Hassan Mahmud, director of monetary policy department, CBN, made the clarification recently on the Moneyline television programme aired on Africa Independent Television (AIT).
Prior to the development, JP Morgan had in a report, estimated the value of Nigeria’s FX reserves at $3.7 billion against the $33.8 billion published by the CBN.
The American investment bank stated that factors including foreign exchange forwards, securities lending, currency swaps, and outstanding contracts have weakened Nigeria’s net external reserves to an all-time low of $3.7 billion as of the end of 2022.
However,Mahmud argued that contrary to the inference stipulated by J.P Morgan, the central bank has tried to be transparent as much as possible. He stressed further that reserves, like any account balance, are a flow that changes at any particular time.
According to the CBN director, fluctuations and liabilities encumbrances to the reserves were only natural and normal, adding that the apex bank built the reserves to defend the naira in terms of its value to other currencies, while close to 80 per cent of the reserves are CBN’s funds.

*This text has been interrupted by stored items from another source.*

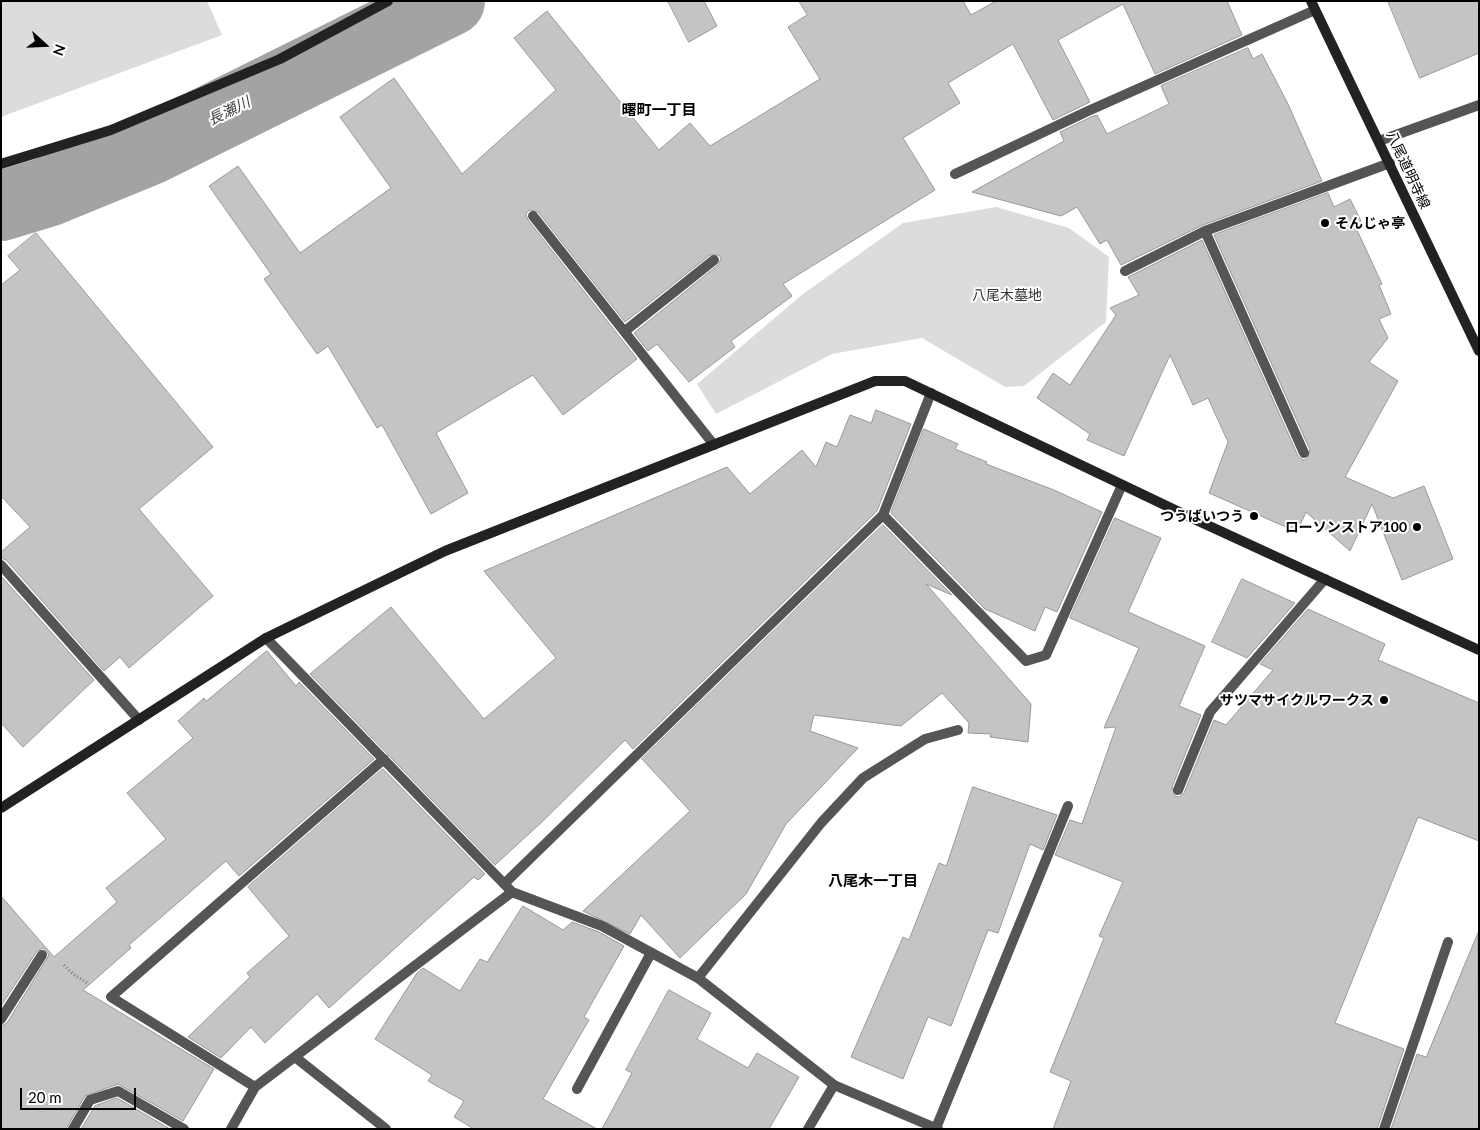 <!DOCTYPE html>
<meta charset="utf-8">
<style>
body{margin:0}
#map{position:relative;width:1480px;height:1130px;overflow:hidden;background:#fff;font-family:Lato,sans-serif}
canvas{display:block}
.frame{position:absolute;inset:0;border:2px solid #000;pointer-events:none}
.north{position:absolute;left:20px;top:20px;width:50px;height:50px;-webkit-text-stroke:4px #fff;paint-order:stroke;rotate:110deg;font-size:14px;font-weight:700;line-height:20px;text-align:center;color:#000}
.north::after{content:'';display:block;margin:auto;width:18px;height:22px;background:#000;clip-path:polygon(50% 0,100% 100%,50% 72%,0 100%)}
.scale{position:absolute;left:20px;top:1088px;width:116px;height:22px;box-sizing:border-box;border:2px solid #000;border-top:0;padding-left:6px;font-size:15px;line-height:18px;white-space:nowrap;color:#000;-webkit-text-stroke:4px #fff;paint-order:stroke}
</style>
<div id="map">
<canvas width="1480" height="1130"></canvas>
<div class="frame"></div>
<div class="north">N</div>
<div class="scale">20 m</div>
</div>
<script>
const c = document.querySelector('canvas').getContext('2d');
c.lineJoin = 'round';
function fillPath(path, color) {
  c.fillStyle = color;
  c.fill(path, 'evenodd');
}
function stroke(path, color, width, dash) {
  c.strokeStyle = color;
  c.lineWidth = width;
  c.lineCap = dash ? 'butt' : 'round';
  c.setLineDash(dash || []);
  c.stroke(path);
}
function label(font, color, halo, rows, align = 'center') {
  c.font = font + ' Lato,"Noto Sans JP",sans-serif';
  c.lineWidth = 4;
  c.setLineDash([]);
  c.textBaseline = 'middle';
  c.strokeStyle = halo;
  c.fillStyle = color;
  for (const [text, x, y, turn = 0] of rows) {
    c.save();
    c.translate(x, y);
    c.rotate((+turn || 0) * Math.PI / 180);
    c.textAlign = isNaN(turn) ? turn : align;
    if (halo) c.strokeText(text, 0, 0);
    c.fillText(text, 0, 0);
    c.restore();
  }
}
const green = new Path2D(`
 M1 1H207L222 35 1 117Z
 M996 207 1069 228 1109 257 1106 322 1024 386 1005 387 922 338 832 354 716 414 697 384 803 294 903 223Z`);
const river = new Path2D(`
 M1 206 47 192 152 149 450 1`);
const building = new Path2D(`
 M668 1H704L717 26 689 42Z
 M799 1H963L971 15 996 1H1227L1242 35 1155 74 1123 4 1058 40 1090 102 1053 120 1013 44 948 83 960 103 903 138 935 190 783 284 792 296 731 341 735 347 689 382 657 344 648 351 634 333 718 265 721 259 719 255H710L625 322 538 212 529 210 526 214 528 220 637 359 563 415 533 375 436 433 468 493 431 514 382 425 377 428 328 346 317 354 264 279 271 274 209 186 238 166 300 253 391 188 340 117 394 78 462 174 556 90 514 38 547 11 659 150 690 123 710 146 820 79 788 27 807 15Z
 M1388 1H1479V53L1420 78Z
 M1248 48 1253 59 1262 54 1288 104 1322 181 1203 225 1121 265 1107 240 1100 244 1077 207 1061 216 972 192 1064 141 1060 132 1091 117 1097 115 1107 134 1169 104 1161 86Z
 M1328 193 1334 207 1350 199 1364 227 1357 230 1382 284 1379 285 1391 314 1379 319 1388 338 1369 362 1398 381 1345 477 1393 498 1424 486 1453 559 1402 580 1372 504 1350 551 1306 512 1297 532 1209 493 1228 442 1208 398 1193 405 1170 355 1124 456 1087 440 1090 434 1037 398 1053 373 1070 385 1116 315 1110 308 1139 295 1128 277 1202 240 1298 456 1303 460 1307 459 1310 450 1214 235Z
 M36 233 213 447 139 509 213 596 129 668 120 657 104 671 6 560 1 558V552L30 527 1 496V285L20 270 8 256Z
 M876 410 911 424 877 511 633 749 625 740 543 821 495 865 310 674 391 607 484 719 556 658 484 571 727 467 750 494 802 450 816 467 826 442 837 447 850 415 871 423Z
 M924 429 958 444 955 449 987 462 986 464 1054 490 1102 512 1057 612 1045 607 1035 631 985 609 891 513Z
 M1115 518 1161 538 1128 612 1205 646 1179 706 1201 715 1172 787 1175 796 1179 797 1184 793 1214 720 1226 725 1273 670 1260 664 1308 609 1385 644 1378 660 1479 703V841L1418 817 1335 1023 1404 1049 1377 1129H1053L1071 1081 1050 1072 1104 938 1099 936 1123 882 1055 855 1070 820 1082 824 1116 727 1104 728 1139 648 1070 618Z
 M883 525 952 595 926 584 1031 704 1028 742 990 737 991 734 968 733 969 723 942 693 901 726 814 715 810 731 858 748 786 824 746 894 680 958 641 915 630 934 583 911 690 811 642 759Z
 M1 576 94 680 23 747 1 723Z
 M1242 579 1295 603 1247 658 1212 642Z
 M267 651 296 686 299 682 374 759 239 876 226 861 129 945 131 948 83 990 214 1069 183 1121 118 1084 85 1096 66 1129H1V1026L7 1023 49 955 43 948 37 951 1 1006V896L54 957 117 902 106 888 166 839 127 793 193 738 178 721 204 698 206 701Z
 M383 769 485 874 478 880 474 877 329 1008 317 994 265 1043 251 1027 221 1058 188 1037 250 977 247 973 289 936 248 887Z
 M973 787 1057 815 1043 850 1030 844 998 933 988 930 951 1026 928 1017 903 1079 851 1057 903 937 909 940 939 863 946 866Z
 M523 906 563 930 572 922 599 932 624 946 584 1017 589 1020 543 1099 597 1129H474L454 1117 464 1101 428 1081 432 1075 375 1039 417 973 423 968 460 991 480 959 487 962Z
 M1478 933 1479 1129H1391L1417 1054 1426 1057Z
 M669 990 711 1013 697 1039 748 1068 757 1053 799 1077 769 1129H602L632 1073 626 1070Z
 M117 1098 170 1129H81L95 1106Z`);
const path = new Path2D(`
 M64 965 73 974 89 984`);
const lane = new Path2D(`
 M533 216 714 445
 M625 331 714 260
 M883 515 1026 661 1046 655 1122 485
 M1 1019 42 955
 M577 1089 651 953
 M808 1129 834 1085`);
const street = new Path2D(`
 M1379 141 1479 105
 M955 174 1088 111 1315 10
 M1205 231 1304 453
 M1125 271 1205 231 1390 163
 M1 565 139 720
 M266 638 512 892 602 926 698 978 834 1085 938 1129
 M1178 790 1210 712 1325 579
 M504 884 883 515 931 393
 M698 978 821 823 863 778 925 739 958 730
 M295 1057 386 1129
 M255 1087 111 997 384 759
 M936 1128 1068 806
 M73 1129 90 1100 118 1091 184 1129
 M231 1129 255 1087 512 892
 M1384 1129 1448 942`);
const secondary = new Path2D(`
 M1311 1 1479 351
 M1 164 111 130 280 59 388 1
 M1 808 266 638 445 551 875 381H905L1194 519 1479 650`);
const markers = [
 [1325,223,5,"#000"],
 [1254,516,5,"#000"],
 [1417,527,5,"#000"],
 [1384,700,5,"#000"]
];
const streetNames = [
 ["八尾道明寺線",1408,170,65]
];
const poiNames = [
 ["そんじゃ亭",1335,223,"left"],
 ["つうばいつう",1244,516],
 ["ローソンストア100",1407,527],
 ["サツマサイクルワークス",1374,700]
];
const parkNames = [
 ["八尾木墓地",1007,295]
];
const neighbourhoodNames = [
 ["曙町一丁目",659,110],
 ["八尾木一丁目",873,881]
];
const waterNames = [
 ["長瀬川",229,111,-26]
];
fillPath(green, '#dcdcdc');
stroke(river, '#a3a3a3', 70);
fillPath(building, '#c4c4c4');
stroke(building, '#999', 1);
stroke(path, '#777', 3, [1, 2.5]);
stroke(lane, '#555', 10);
stroke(street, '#555', 10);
stroke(secondary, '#222', 10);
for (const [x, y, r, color] of markers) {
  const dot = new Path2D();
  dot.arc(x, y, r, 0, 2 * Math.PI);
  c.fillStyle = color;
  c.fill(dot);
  stroke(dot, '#fff', 2);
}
label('14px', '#000', '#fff', streetNames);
label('bold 14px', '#000', '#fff', poiNames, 'right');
label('14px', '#333', '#fff', parkNames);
label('bold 15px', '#000', '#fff', neighbourhoodNames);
label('italic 15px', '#444', '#fff', waterNames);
</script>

He noted further, “We read the JP Morgan numbers in-house and didn’t panic. That’s not the first time we see people and institutions reeling out numbers; they must have their intentions to do that, whether to rouse market sentiments or mislead the public.
“But, as much as possible, the central bank has tried to be transparent. What I will say about those numbers is that it is funny that number one, reserves, like any account balance, is a flow; some changes go within it at any particular time.
“Two, even if you have outstanding liabilities, you don’t mark the exceptional liabilities to market on a day and say this is your net balance.
“I can have $20 million in my account, and I owe someone maybe $13 million that is supposed to be paid in 2027; you can’t come in 2023 and say if I remove that $13 million, your money is $7 million or you are having $7 million.
“Now, I am not having $7 million; I am having $20 million. Because before I took a facility of $13 million, I know I will get $17 million in the next three years to pay you back.”
“But for you to come and tell me that no, your balance is $7 million, and you can’t pay back in three years, it’s just putting it out of context.”
Mahmud explained further that when the federal government or the oil export receipts come to Nigeria, it comes through the central bank which monetises it to naira, and is used by the federal government in the implementation of its budget.
“So, that dollar component sits with the central bank, and the purpose of the dollar component, one, is to build the confidence of the international community in the capability of the central bank to meet its trade commitment, and so you will see measurements around what months of imports either goods and services or goods only can your reserves cover?
“That gives some confidence to foreign investors trading with Nigerian investors in terms of import and export. Two, in the event that, for example, we have a float-managed exchange rate regime – in the event that the value of your currency is significantly depreciating or appreciating or whatever direction it is going – the central bank has the firepower to intervene in the market such that you bring the price to your expected or optimal equilibrium rate,” he said.
Mahmud also emphasised that the reserve is not meant for just trading, explaining that if there are also shortfalls in the build-up of those reserves, a swap or other engagements that are legally allowed by the CBN Act are utilised over a short period of time.
“The exchange rate, like we mentioned several times, is also part of the tools to address price stability, including leading to inflation and all that.
“So, the reserves are tools we can comfortably use to build investors’ confidence in the Nigerian economy and also build the sovereign confidence in terms of our exposures to multilaterals the CBN is owing and service its debts,” the CBN director added.